Liriano shares AL Player of the Week Award, still faces doom

"Dude, you didn't throw the game away!"
"Dude, you didn't throw the game away!"

For tossing a sloppy, six walk, two-strikeout, possibly LSD influenced no hitter, Francisco Liriano, with his 6.61 ERA, 24 bb to 20 K ratio, shared the American League Player of the Week award with the Detroit Tigers' Justin Verlander.

Verlander also threw a no-hitter, but it was a brilliant performance, and as we all know, weird, clumsy, out-of-the-ordinary no hitters are far more entertaining. Wouldn't you rather see David Hasselhoff walk a tightrope than Philippe Petit?

Tonight's game against the Detroit Tigers ought to be a feast of struggling pitchers. For starters, Liriano's been given six days between starts, and not just because he threw 123 pitches through that no-no. Rather, Liriano was given the time off because, according to the Strib's Joe Christenson, the dude's suffering from a sore throat and an upper respiratory infection.

Seriously, do the Twins play in some kind of foul petri dish?

According to that piece, Liriano's well-rested, confident, and ready to throw. Let's hope so: the man has a nauseating 15.75 ERA at Target Field. Opponents are batting .368--which means that opponents are leading the league in batting average when facing the Player of the Week at home.

Well, you might say, that just sucks. And it does, it does. But here's the rub: the Tigers' Rick Porcello, another young and supposedly up-and-coming phenom who has yet to meet his potential, is pretty crappy on his own.

Porcello's having a decent year for the Bengals, but against the Twins, his past hasn't been very kind. Jason Kubel's bat has a warm relationship with Porcello's arm: in 20 at-bats (a decent sample), Kubel's hitting .500. Span's hitting at a .375 clip; Morneau on a .333 tear against the youngster from Michigan. (New Jersey, whatever.)

In total, Porcello's 0-3 with a 4.71 ERA at Target Field through four starts. No, that's not as bad as Liriano, but it's not great, either.

The Twins need to make their bats come alive against guys like Porcello. The season's slipping away quickly, boys, so you'd best start swinging tonight.

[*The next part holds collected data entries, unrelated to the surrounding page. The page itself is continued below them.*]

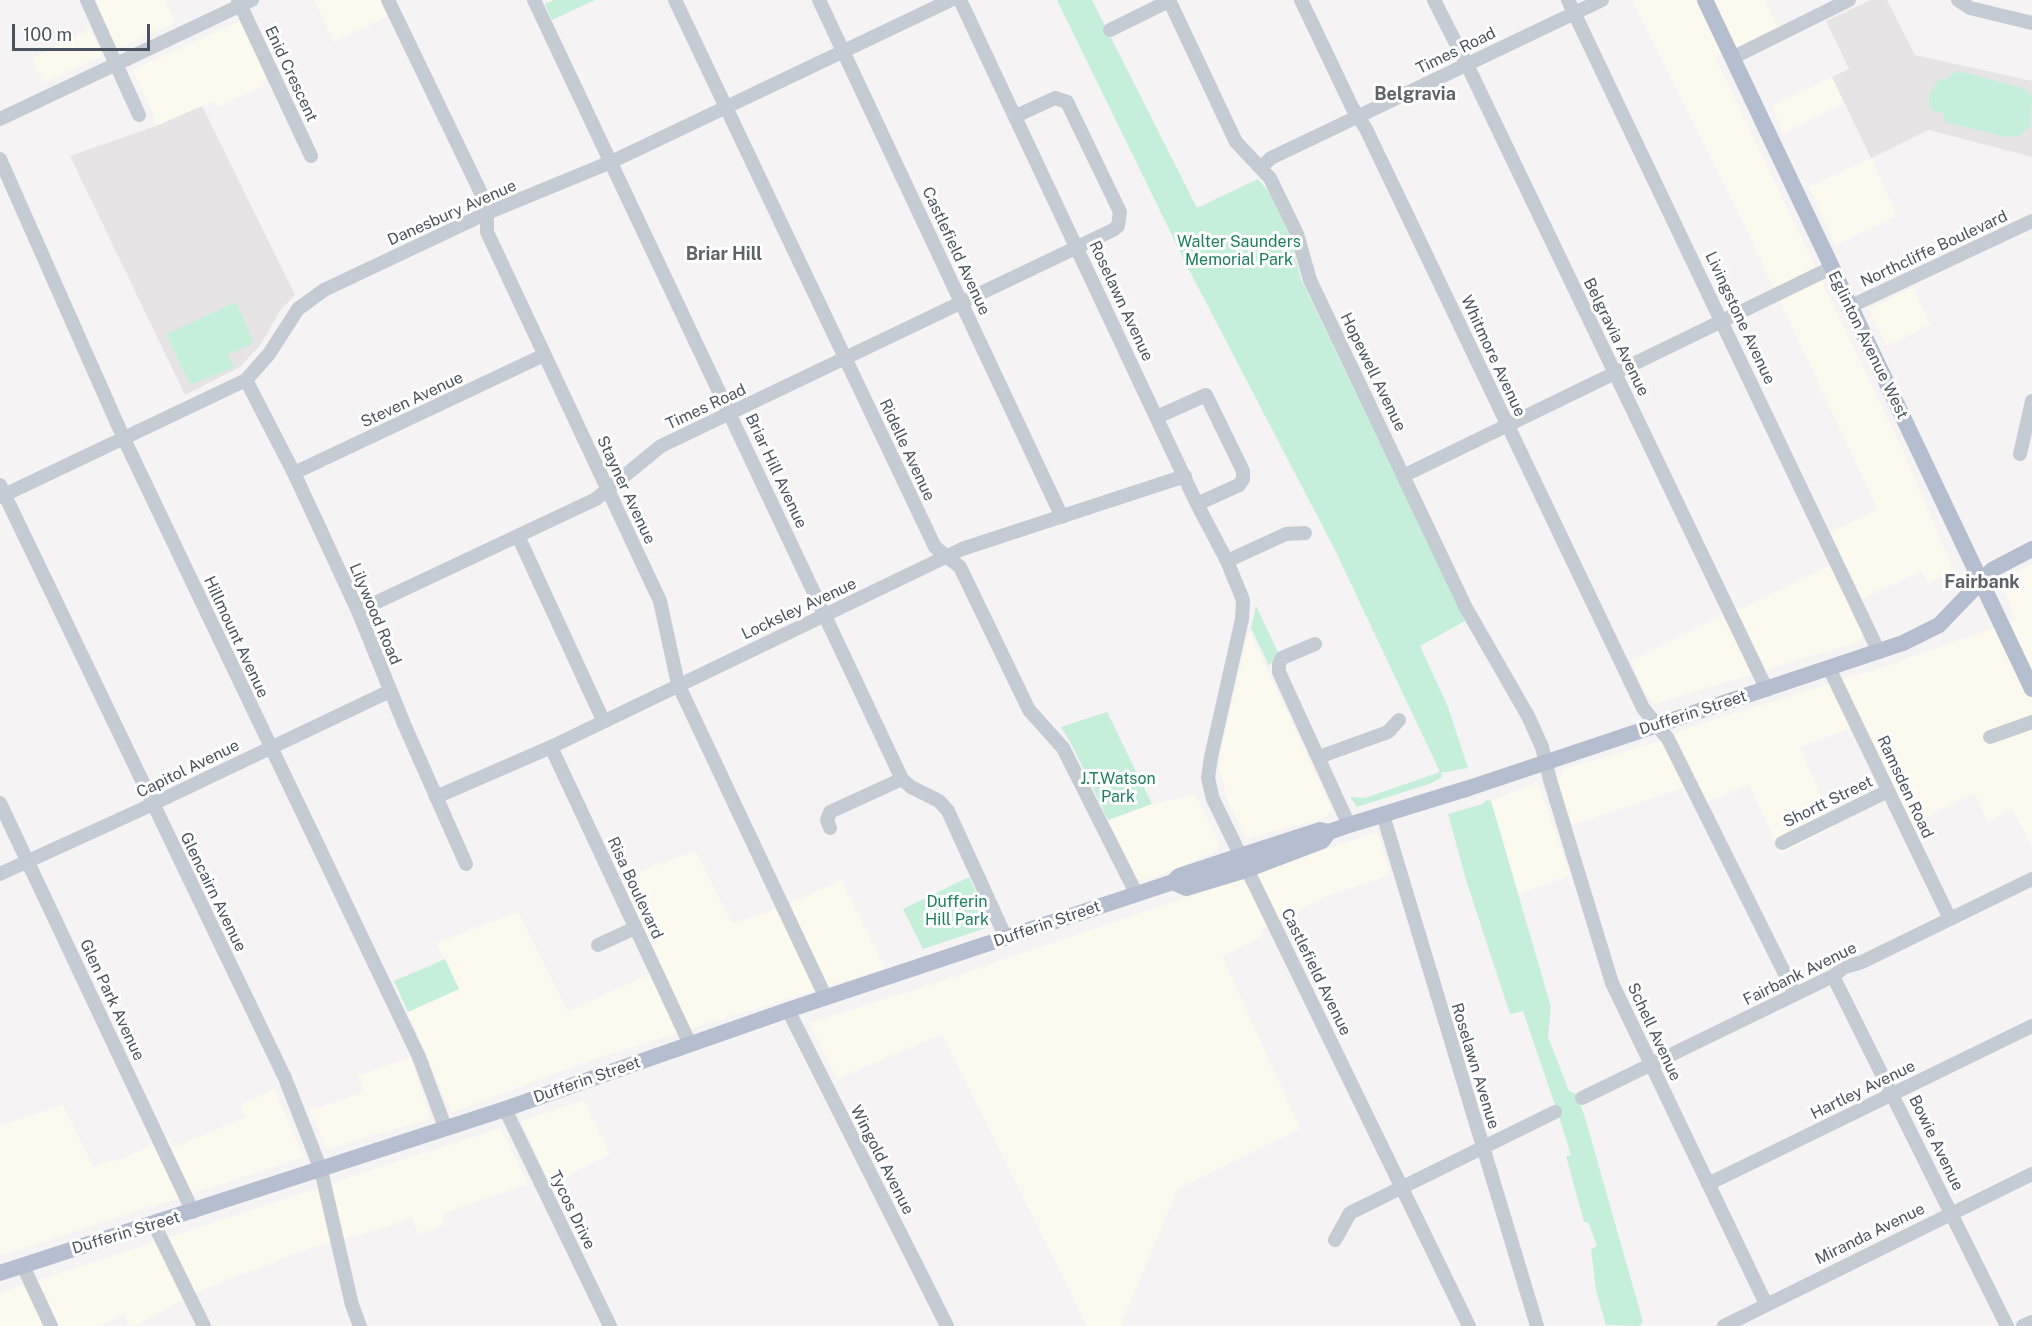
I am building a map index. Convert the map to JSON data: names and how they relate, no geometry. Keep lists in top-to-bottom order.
{
  "streets": {
    "main road": ["Eglinton Avenue West", "Dufferin Street"],
    "street": [
      "Times Road",
      "Enid Crescent",
      "Danesbury Avenue",
      "Northcliffe Boulevard",
      "Castlefield Avenue",
      "Roselawn Avenue",
      "Livingstone Avenue",
      "Belgravia Avenue",
      "Whitmore Avenue",
      "Hopewell Avenue",
      "Steven Avenue",
      "Ridelle Avenue",
      "Briar Hill Avenue",
      "Stayner Avenue",
      "Locksley Avenue",
      "Lilywood Road",
      "Hillmount Avenue",
      "Capitol Avenue",
      "Ramsden Road",
      "Shortt Street",
      "Risa Boulevard",
      "Glencairn Avenue",
      "Fairbank Avenue",
      "Glen Park Avenue",
      "Schell Avenue",
      "Hartley Avenue",
      "Bowie Avenue",
      "Wingold Avenue",
      "Tycos Drive",
      "Miranda Avenue"
    ]
  },
  "crossings": [
    ["Times Road", "Castlefield Avenue"],
    ["Times Road", "Roselawn Avenue"],
    ["Times Road", "Livingstone Avenue"],
    ["Times Road", "Belgravia Avenue"],
    ["Times Road", "Whitmore Avenue"],
    ["Times Road", "Hopewell Avenue"],
    ["Times Road", "Ridelle Avenue"],
    ["Times Road", "Briar Hill Avenue"],
    ["Times Road", "Stayner Avenue"],
    ["Times Road", "Lilywood Road"],
    ["Danesbury Avenue", "Castlefield Avenue"],
    ["Danesbury Avenue", "Ridelle Avenue"],
    ["Danesbury Avenue", "Briar Hill Avenue"],
    ["Danesbury Avenue", "Stayner Avenue"],
    ["Danesbury Avenue", "Lilywood Road"],
    ["Danesbury Avenue", "Hillmount Avenue"],
    ["Danesbury Avenue", "Glencairn Avenue"],
    ["Northcliffe Boulevard", "Eglinton Avenue West"],
    ["Castlefield Avenue", "Roselawn Avenue"],
    ["Castlefield Avenue", "Locksley Avenue"],
    ["Castlefield Avenue", "Dufferin Street"],
    ["Roselawn Avenue", "Locksley Avenue"],
    ["Roselawn Avenue", "Dufferin Street"],
    ["Livingstone Avenue", "Dufferin Street"],
    ["Belgravia Avenue", "Dufferin Street"],
    ["Eglinton Avenue West", "Dufferin Street"],
    ["Whitmore Avenue", "Dufferin Street"],
    ["Hopewell Avenue", "Dufferin Street"],
    ["Hopewell Avenue", "Schell Avenue"],
    ["Steven Avenue", "Stayner Avenue"],
    ["Steven Avenue", "Lilywood Road"],
    ["Ridelle Avenue", "Locksley Avenue"],
    ["Ridelle Avenue", "Dufferin Street"],
    ["Briar Hill Avenue", "Locksley Avenue"],
    ["Stayner Avenue", "Locksley Avenue"],
    ["Stayner Avenue", "Dufferin Street"],
    ["Locksley Avenue", "Lilywood Road"],
    ["Locksley Avenue", "Risa Boulevard"],
    ["Lilywood Road", "Capitol Avenue"],
    ["Hillmount Avenue", "Dufferin Street"],
    ["Hillmount Avenue", "Capitol Avenue"],
    ["Dufferin Street", "Ramsden Road"],
    ["Dufferin Street", "Risa Boulevard"],
    ["Dufferin Street", "Glencairn Avenue"],
    ["Dufferin Street", "Glen Park Avenue"],
    ["Dufferin Street", "Schell Avenue"],
    ["Dufferin Street", "Wingold Avenue"],
    ["Dufferin Street", "Tycos Drive"],
    ["Capitol Avenue", "Glencairn Avenue"],
    ["Capitol Avenue", "Glen Park Avenue"],
    ["Ramsden Road", "Shortt Street"],
    ["Ramsden Road", "Fairbank Avenue"],
    ["Fairbank Avenue", "Schell Avenue"],
    ["Fairbank Avenue", "Bowie Avenue"],
    ["Schell Avenue", "Hartley Avenue"],
    ["Schell Avenue", "Miranda Avenue"],
    ["Hartley Avenue", "Bowie Avenue"],
    ["Bowie Avenue", "Miranda Avenue"]
  ],
  "districts": ["Belgravia", "Briar Hill", "Fairbank"],
  "parks": ["Walter Saunders Memorial Park", "J.T.Watson Park", "Dufferin Hill Park"],
  "scale_bar": "100 m"
}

Here's some more tidbits about last week's bizarre no hitter: ESPN's Jayson Stark, always a great read, notes that Liriano walked the White Sox's Juan Pierre three times that game, which means...

The Elias Sports Bureau reports Liriano is only the second pitcher to do that in the last 41 years, since Dock Ellis handed out three walks to Steve Huntz on June 12, 1970.

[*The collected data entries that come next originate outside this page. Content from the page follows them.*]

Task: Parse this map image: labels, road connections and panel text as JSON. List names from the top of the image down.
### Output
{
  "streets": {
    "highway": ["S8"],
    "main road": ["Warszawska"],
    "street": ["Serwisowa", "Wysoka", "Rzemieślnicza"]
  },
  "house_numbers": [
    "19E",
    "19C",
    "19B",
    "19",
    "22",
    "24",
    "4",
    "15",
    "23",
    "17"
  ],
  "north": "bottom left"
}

Dock Ellis? See, I'm not the only one fixated on the LSD angle.

And this: of baseball's 249 no-hitters, Liriano's was the first with that many walks and that few strikes.

Mauer Hour Dept.: As if to quash all the blogging about forcing Joe Mauer to do something--anything--other than catching, Twins GM Bill Smith told the Strib that the team is going to be uber-patient, waiting until the former MVP is ready to "catch the final four-plus months of the season".

We could be in for a long wait, and an even longer season if the Twins aren't at all interested in Joe's being a DH. Though it's leg problems he's fighting, and hitting can screw your legs up as much as anything.

And now for something completely different: Mike Piazza, who is apropos of absolutely nothing in this blog, other than he was a former catcher perhaps, gave what Dan Epstein (one of the coolest cats to write about this sport) rightfully calls the "Best. Press. Conference. Ever."

At the very least, it was eye opening. Piazza, long rumored to be gay, held a press conference in which he said that Major League Baseball is ready for homosexual players, but that he is not among that august group.

I will say it's wonderful that a former star and certain Hall of Famer came out in favor of gay ballplayers. Like the military, like the Republican Party, like the Catholic Church, there have certainly been gay baseball players, and it's about time someone said they ought to be able to play without being harassed.

It's too bad that Piazza can't just say "I'm not gay" and that's the end of it. However, it could also be that by keeping homosexual players in the proverbial closet, it fuels rumors. Still, you have to admit, that's one hell of a press conference.